1. dringende und friedliche Rückkehr zur Demokratie im Rahmen des bestehenden Rechts und unter uneingeschränkter Achtung der Verfassung;

2. Einsetzung einer Regierung, die über ein Mandat von und eine Mehrheit in dem im Mai 2006 in freien und fairen Wahlen gewählten Parlament verfügt, oder Abhaltung vorgezogener freier und fairer Wahlen, damit die „Übergangs“-Regierung nicht für längere Zeit Bestand hat;

3. Erstellung eines Plans, der Ziele, Benchmarks und Fristen für die oben genannten Maßnahmen enthält;

4. uneingeschränkte Achtung der Menschenrechte mit Schwerpunkt auf der Meinungsfreiheit;

5. uneingeschränkte Achtung der Rechtsstaatlichkeit.

Ein solcher Dialog würde den neuen Machthaben Gelegenheit geben, sich zu diesen Punkten zu äußern, und damit die EU in die Lage versetzen, zu prüfen, ob - auf dieser Grundlage - sie die Bemühungen des Landes um bessere Achtung der wesentlichen Elemente des überarbeiteten Cotonou-Abkommens unterstützen kann oder ob sie nach Artikel 96 geeignete Maßnahmen treffen sollte.
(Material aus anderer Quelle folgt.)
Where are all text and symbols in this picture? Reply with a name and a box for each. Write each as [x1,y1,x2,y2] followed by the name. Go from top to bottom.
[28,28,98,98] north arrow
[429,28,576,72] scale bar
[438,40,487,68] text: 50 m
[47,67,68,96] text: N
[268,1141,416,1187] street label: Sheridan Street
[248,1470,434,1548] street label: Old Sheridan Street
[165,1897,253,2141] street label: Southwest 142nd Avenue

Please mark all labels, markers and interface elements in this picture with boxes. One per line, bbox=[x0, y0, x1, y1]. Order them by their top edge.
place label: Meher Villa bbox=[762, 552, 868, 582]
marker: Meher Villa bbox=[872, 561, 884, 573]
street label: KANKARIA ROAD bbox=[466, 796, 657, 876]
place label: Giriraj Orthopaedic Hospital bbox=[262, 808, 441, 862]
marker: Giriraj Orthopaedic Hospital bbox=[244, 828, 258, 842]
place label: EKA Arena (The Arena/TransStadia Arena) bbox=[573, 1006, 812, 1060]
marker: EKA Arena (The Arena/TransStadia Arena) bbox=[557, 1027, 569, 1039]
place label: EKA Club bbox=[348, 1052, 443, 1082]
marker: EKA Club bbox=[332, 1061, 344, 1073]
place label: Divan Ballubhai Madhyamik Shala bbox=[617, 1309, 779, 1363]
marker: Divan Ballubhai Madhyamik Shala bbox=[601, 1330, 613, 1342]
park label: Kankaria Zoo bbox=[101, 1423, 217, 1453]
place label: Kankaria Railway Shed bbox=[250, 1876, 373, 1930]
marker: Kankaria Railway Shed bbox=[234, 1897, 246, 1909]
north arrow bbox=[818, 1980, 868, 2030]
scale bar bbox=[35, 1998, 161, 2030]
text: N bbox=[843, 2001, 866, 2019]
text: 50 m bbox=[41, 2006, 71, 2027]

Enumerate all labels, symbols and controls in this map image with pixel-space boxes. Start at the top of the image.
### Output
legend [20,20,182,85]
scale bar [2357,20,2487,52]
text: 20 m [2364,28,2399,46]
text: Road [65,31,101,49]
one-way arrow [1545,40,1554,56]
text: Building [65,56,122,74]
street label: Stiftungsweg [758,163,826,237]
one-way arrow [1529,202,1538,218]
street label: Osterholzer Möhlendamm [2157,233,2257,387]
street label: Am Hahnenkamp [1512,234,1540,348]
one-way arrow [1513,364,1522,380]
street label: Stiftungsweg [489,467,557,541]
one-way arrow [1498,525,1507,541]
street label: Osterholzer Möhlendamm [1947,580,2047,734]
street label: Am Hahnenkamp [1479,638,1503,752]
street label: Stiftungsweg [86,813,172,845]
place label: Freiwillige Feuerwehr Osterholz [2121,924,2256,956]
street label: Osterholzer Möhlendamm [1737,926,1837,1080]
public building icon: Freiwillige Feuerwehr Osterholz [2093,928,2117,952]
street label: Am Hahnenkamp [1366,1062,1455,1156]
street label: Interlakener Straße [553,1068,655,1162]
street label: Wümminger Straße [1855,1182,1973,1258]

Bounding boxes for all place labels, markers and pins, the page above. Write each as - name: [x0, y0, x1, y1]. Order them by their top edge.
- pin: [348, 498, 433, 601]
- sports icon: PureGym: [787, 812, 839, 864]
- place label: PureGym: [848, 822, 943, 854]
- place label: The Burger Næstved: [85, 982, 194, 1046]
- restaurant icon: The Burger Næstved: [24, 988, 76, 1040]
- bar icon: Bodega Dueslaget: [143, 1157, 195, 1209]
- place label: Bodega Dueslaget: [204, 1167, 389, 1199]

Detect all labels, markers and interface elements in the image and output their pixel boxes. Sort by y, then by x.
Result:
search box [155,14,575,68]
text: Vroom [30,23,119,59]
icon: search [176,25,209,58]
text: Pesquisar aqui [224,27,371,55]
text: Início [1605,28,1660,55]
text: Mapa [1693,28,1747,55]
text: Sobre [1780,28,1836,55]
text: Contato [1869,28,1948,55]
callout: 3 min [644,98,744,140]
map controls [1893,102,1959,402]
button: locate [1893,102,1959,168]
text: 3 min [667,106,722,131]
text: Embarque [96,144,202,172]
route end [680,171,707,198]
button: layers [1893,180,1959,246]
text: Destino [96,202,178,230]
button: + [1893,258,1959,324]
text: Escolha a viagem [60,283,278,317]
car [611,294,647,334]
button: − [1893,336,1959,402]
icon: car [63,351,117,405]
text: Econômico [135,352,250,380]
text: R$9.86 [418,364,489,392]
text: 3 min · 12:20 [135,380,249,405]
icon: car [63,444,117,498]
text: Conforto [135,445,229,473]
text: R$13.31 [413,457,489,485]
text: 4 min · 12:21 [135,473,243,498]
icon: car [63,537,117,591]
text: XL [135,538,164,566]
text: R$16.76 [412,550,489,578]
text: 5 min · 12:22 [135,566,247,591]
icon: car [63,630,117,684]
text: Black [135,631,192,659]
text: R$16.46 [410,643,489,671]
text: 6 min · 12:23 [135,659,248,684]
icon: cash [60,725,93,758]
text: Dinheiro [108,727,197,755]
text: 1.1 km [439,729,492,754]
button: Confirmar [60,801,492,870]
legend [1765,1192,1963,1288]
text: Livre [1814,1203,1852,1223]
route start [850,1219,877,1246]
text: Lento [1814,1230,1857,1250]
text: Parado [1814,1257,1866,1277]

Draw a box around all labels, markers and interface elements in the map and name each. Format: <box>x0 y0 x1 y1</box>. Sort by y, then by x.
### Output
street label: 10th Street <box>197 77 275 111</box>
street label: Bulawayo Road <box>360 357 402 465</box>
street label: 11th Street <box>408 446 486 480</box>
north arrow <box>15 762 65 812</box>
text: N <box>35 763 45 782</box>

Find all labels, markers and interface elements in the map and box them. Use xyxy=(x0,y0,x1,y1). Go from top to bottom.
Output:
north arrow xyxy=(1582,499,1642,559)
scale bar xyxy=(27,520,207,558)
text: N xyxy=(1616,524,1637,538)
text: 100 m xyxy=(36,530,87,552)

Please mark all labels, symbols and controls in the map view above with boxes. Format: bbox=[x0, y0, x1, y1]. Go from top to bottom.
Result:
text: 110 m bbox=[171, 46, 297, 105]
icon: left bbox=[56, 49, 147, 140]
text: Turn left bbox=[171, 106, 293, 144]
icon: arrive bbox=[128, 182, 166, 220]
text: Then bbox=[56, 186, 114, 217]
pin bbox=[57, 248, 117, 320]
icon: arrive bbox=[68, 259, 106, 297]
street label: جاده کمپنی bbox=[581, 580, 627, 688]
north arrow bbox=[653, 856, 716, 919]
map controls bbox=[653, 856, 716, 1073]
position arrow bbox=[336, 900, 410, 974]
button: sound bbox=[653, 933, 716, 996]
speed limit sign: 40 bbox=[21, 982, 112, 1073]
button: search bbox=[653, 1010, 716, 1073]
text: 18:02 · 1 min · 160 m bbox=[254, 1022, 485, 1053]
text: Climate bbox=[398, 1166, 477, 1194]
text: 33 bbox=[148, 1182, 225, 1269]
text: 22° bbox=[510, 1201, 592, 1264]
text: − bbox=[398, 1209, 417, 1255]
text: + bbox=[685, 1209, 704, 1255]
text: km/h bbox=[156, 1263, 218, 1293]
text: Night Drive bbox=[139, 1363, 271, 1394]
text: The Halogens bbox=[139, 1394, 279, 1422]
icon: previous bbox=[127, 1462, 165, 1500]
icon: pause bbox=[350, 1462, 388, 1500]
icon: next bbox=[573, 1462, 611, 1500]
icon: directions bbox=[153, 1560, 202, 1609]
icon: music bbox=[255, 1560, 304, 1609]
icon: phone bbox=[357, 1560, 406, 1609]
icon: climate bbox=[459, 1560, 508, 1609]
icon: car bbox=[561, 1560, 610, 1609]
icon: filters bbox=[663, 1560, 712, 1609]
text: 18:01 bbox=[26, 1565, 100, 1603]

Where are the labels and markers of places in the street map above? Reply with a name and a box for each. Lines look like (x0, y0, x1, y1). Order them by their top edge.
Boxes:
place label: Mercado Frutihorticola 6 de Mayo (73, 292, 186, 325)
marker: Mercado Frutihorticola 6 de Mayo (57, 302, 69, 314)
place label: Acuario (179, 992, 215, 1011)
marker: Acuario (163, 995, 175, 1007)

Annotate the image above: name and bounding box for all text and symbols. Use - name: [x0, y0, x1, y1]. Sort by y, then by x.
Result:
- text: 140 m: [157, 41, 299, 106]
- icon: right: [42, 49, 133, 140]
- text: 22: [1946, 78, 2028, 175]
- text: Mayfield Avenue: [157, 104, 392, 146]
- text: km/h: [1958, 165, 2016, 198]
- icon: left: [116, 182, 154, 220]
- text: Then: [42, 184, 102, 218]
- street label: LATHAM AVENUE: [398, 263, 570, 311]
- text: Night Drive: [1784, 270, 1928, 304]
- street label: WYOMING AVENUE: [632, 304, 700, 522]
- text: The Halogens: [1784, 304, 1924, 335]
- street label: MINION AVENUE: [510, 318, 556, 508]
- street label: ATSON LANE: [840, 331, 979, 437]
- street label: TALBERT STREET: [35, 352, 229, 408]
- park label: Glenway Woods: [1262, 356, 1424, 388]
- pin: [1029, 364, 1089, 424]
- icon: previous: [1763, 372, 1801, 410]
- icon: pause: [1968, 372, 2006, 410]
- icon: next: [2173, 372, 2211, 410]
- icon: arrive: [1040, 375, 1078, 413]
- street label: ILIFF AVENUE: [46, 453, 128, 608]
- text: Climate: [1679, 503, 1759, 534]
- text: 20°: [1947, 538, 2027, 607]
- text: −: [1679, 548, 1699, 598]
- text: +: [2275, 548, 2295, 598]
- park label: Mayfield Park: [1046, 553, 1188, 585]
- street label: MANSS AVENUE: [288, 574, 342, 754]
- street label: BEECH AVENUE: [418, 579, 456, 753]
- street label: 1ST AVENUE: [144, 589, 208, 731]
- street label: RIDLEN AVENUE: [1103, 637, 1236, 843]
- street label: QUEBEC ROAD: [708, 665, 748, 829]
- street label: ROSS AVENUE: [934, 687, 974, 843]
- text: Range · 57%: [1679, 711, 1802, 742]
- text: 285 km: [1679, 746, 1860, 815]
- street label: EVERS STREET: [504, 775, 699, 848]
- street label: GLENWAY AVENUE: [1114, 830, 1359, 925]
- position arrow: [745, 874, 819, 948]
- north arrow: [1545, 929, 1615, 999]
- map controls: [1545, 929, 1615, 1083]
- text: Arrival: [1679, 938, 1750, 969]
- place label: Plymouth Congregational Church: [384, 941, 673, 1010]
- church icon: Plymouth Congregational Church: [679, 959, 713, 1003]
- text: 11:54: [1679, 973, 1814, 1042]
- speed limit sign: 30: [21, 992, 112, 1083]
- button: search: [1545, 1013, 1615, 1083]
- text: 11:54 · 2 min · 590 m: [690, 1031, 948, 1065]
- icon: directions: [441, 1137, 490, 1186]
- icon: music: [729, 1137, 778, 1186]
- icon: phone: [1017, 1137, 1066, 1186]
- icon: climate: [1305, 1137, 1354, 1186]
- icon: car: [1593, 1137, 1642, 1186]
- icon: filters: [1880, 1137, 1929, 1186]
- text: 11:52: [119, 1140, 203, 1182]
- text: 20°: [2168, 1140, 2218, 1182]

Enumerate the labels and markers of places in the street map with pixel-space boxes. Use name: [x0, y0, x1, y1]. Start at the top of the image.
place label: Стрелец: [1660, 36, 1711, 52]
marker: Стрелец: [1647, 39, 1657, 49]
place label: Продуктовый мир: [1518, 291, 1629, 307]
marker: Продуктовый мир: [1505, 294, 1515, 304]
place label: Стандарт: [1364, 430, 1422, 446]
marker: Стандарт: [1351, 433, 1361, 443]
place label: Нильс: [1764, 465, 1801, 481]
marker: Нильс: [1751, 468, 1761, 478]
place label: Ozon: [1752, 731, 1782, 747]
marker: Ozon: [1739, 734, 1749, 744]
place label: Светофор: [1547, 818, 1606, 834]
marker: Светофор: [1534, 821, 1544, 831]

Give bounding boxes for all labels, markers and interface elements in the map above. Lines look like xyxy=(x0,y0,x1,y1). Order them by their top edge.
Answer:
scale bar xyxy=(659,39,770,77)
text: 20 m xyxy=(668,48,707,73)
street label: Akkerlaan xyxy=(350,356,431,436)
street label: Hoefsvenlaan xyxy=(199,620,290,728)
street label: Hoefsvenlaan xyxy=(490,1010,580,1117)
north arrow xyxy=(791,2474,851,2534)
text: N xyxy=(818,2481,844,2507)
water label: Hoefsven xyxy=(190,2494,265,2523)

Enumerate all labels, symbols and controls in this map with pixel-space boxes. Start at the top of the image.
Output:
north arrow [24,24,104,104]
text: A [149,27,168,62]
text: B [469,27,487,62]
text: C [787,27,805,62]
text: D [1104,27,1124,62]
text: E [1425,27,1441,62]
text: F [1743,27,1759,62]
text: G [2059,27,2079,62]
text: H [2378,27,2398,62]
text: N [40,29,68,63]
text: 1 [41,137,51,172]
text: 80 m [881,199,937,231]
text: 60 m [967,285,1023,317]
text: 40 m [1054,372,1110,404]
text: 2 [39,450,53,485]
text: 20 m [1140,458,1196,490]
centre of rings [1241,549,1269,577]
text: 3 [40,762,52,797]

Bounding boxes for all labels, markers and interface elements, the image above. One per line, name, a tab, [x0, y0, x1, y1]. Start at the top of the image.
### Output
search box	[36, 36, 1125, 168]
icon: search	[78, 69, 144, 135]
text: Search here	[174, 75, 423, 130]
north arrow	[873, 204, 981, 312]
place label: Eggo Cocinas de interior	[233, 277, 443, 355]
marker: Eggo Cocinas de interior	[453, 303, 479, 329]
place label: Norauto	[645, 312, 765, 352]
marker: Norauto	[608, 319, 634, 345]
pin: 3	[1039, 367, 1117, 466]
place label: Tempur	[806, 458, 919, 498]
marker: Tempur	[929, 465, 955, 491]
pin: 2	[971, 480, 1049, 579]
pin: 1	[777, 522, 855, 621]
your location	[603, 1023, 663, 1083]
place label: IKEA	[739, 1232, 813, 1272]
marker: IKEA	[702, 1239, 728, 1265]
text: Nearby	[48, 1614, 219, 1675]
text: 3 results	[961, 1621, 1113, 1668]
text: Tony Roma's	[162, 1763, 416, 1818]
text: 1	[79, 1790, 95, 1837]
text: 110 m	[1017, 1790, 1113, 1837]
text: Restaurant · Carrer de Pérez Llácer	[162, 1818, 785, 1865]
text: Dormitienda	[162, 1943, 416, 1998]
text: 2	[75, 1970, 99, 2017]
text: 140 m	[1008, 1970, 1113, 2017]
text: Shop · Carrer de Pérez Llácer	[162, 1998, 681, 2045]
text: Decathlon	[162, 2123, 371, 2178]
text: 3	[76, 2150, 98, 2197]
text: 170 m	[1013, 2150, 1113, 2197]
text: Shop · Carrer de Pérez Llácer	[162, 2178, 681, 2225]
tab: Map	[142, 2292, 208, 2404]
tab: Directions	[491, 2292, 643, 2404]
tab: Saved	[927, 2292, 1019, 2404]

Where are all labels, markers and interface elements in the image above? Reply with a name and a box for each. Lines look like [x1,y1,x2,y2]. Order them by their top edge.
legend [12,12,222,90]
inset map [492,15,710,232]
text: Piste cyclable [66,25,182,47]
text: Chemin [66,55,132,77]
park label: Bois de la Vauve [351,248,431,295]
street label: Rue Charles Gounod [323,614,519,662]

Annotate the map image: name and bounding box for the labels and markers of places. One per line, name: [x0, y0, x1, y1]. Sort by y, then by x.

Die EU wird alle relevanten Partner und beteiligten Akteure auf dem Laufenden halten.

Aufgrund der Umstände, unter denen es zum Machtwechsel in Fidschi kam, und der politischen Organisationsform, die die neuen Machthaber geschaffen haben, ist die Kommission der Auffassung, dass es sich hierbei um einen besonders dringenden Fall handelt. Dies umso mehr, als die Europäische Union die Militärs zwei Mal in den kritischen Wochen vor der Machtübernahme daran erinnert hat, dass sie in einer Demokratie keine politische Rolle zu spielen haben.

Nach Artikel 96 Absatz 2 Buchstabe a des überarbeiteten Cotonou-Abkommens ist es daher nicht erforderlich, alle Möglichkeiten des politischen Dialogs nach Artikel 8 auszuschöpfen. Es sei darauf hingewiesen, dass im Interesse einer frühzeitigen Lösung und aufgrund der Bedeutung von Handel und Hilfe in den Beziehungen der EU zu Fidschi der umfassende Dialog nach Artikel 8 fortgeführt wird. Die Europäische Kommission wünscht sich allerdings förmliche Konsultationen mit den neuen Machthabern, um deren Verpflichtungen zu erörtern, bevor sie über geeignete Maßnahmen entscheidet.

Die Kommission schlägt daher vor, dass der Rat die Republik der Fidschi-Inseln auf der Grundlage des im Entwurf beigefügten Schreibens um Konsultationen nach Artikel 96 des überarbeiteten Cotonou-Abkommens ersucht.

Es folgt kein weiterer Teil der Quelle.